- Association: Mongolian Ice Hockey Federation
- Head coach: Mergen Arslan
- Assistants: Batbold Munkhbayar
- Captain: Phandaj Khuhakaew
- IIHF code: MGL

First international
- Thailand 14–1 Mongolia (Kuala Lumpur, Malaysia; 3 December 2018)

Biggest win
- Kuwait 2–9 Mongolia (Kuala Lumpur, Malaysia; 4 December 2018)

Biggest defeat
- Thailand 14–1 Mongolia (Kuala Lumpur, Malaysia; 3 December 2018)

IIHF U20 Challenge Cup of Asia Division I
- Appearances: 1 (first in 2019)
- Best result: 2nd (2019)

International record (W–L–T)
- 2–1–0

= Mongolia men's national junior ice hockey team =

The Mongolia men's national junior ice hockey team is the men's national under-20 ice hockey team of Mongolia. The team is controlled by the Mongolian Ice Hockey Federation, a member of the International Ice Hockey Federation. The team made its international debut in December 2018 at the 2019 IIHF U20 Challenge Cup of Asia Division I tournament which it went on to finish second.

==History==
The Mongolia men's national junior ice hockey team debuted at the 2019 IIHF U20 Challenge Cup of Asia Division I tournament in Kuala Lumpur, Malaysia.

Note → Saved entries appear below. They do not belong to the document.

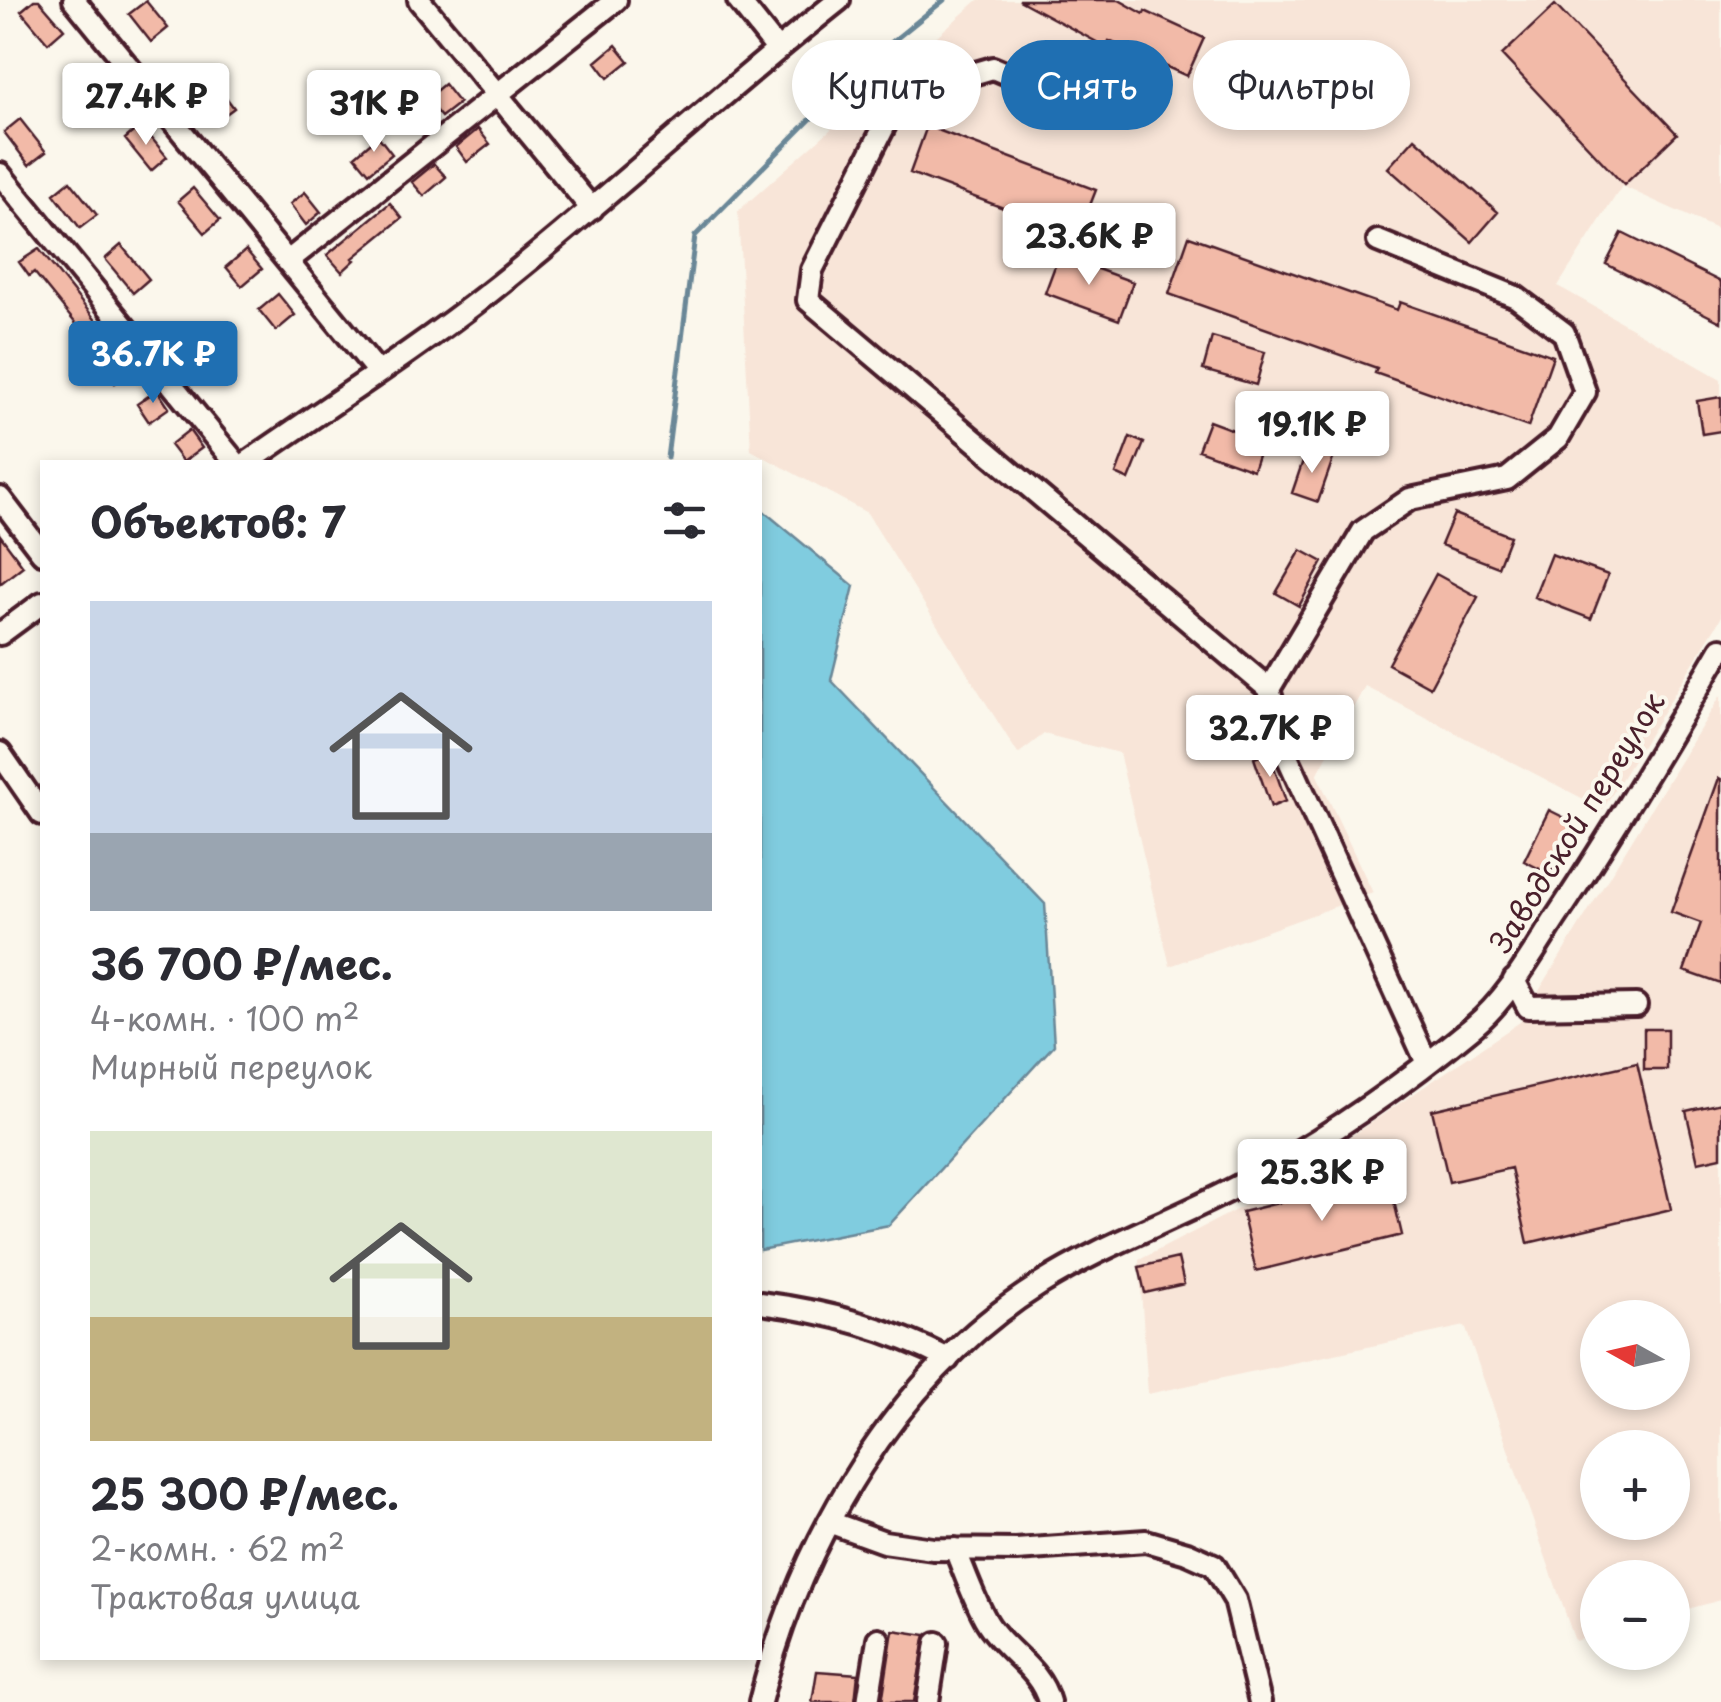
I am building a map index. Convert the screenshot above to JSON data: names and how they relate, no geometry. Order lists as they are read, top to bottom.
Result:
{
  "streets": {
    "street": ["Заводской переулок"]
  },
  "north": "left",
  "page": {
    "chip": ["Купить", "Снять", "Фильтры"],
    "price": [
      "27.4K ₽",
      "31K ₽",
      "23.6K ₽",
      "36.7K ₽",
      "19.1K ₽",
      "32.7K ₽",
      "25.3K ₽"
    ],
    "heading": "Объектов: 7",
    "list": [
      {
        "name": "36 700 ₽/мес.",
        "note": "4-комн. · 100 m² · Мирный переулок"
      },
      {
        "name": "25 300 ₽/мес.",
        "note": "2-комн. · 62 m² · Трактовая улица"
      }
    ],
    "map_buttons": ["+", "−"]
  }
}
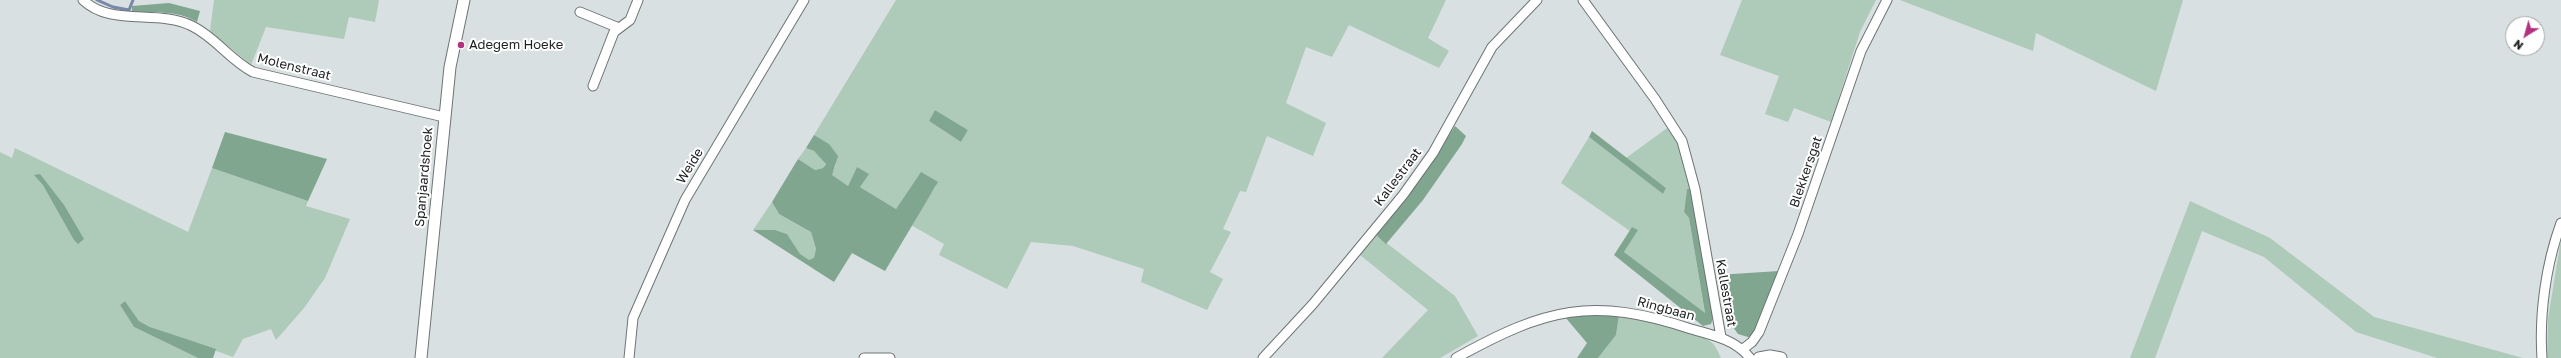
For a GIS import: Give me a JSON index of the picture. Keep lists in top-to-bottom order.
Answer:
{
  "streets": {
    "street": [
      "Molenstraat",
      "Weide",
      "Blekkersgat",
      "Spanjaardshoek",
      "Kallestraat",
      "Ringbaan"
    ]
  },
  "crossings": [
    ["Molenstraat", "Spanjaardshoek"],
    ["Blekkersgat", "Ringbaan"],
    ["Kallestraat", "Ringbaan"]
  ],
  "places": ["Adegem Hoeke"],
  "north": "bottom left"
}
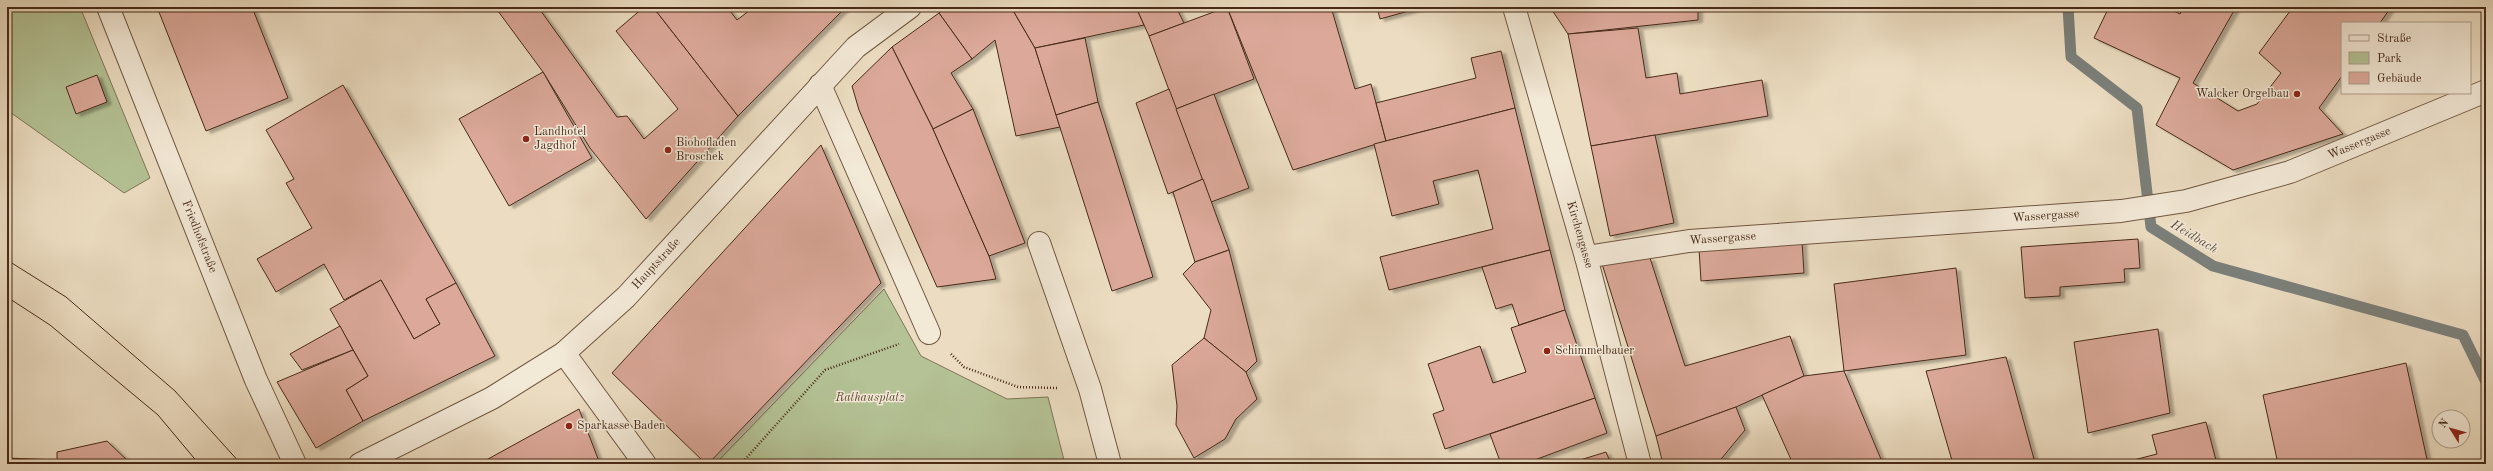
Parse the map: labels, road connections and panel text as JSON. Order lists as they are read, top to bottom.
{
  "streets": {
    "street": [
      "Wassergasse",
      "Kirchengasse",
      "Friedhofstraße",
      "Hauptstraße"
    ]
  },
  "crossings": [
    ["Wassergasse", "Kirchengasse"]
  ],
  "water": ["Heidbach"],
  "parks": ["Rathausplatz"],
  "places": [
    "Walcker Orgelbau",
    "Landhotel Jagdhof",
    "Biohofladen Broschek",
    "Schimmelbauer",
    "Sparkasse Baden"
  ],
  "legend": ["Straße", "Park", "Gebäude"],
  "north": "top left"
}
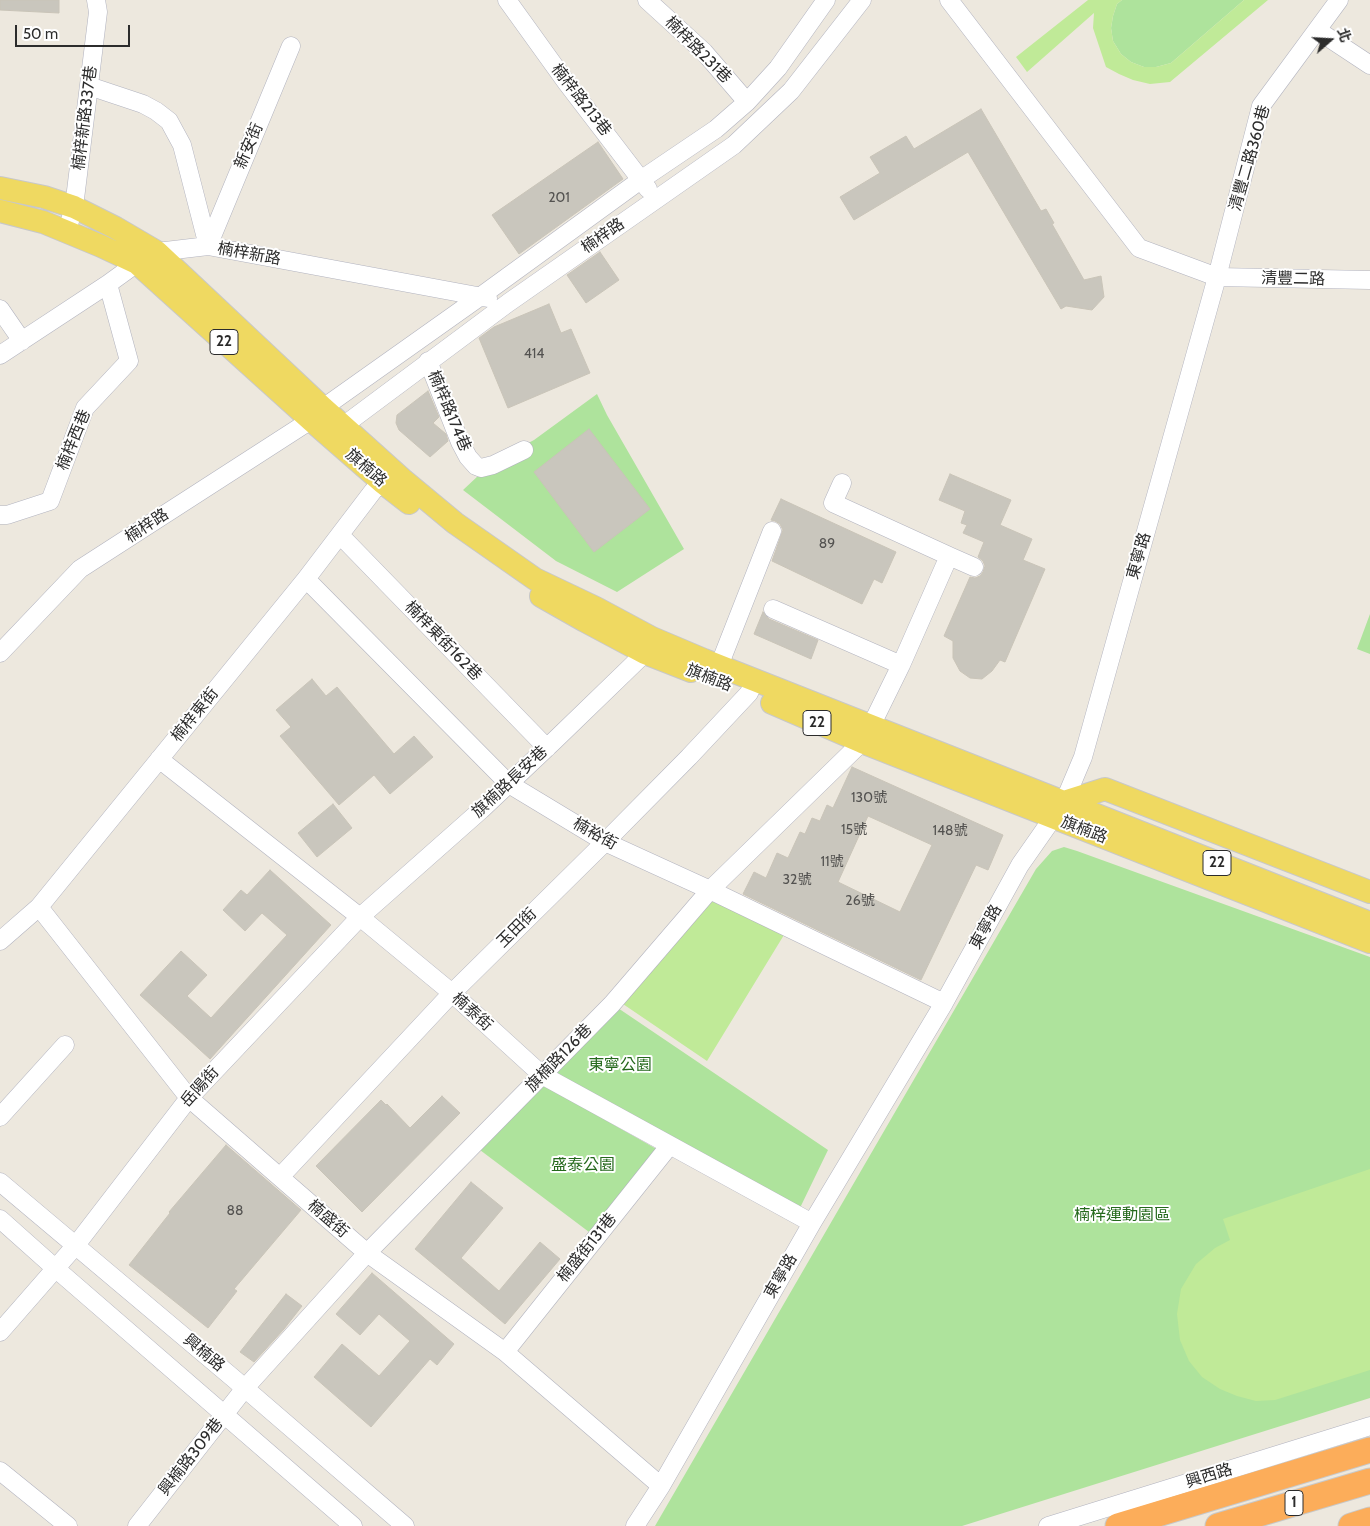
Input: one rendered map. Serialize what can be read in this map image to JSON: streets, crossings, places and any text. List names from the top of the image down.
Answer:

Their opening game of the tournament was against Thailand which they lost 1–14, and is also currently their largest loss in international competition. Mongolia went on to win their other two games against Indonesia and Kuwait, finishing the tournament in second. Their 9–2 win against Kuwait is currently their biggest win in international competition. Forward Davaasuren Boldbaatar was selected as the best Mongolian player of the tournament.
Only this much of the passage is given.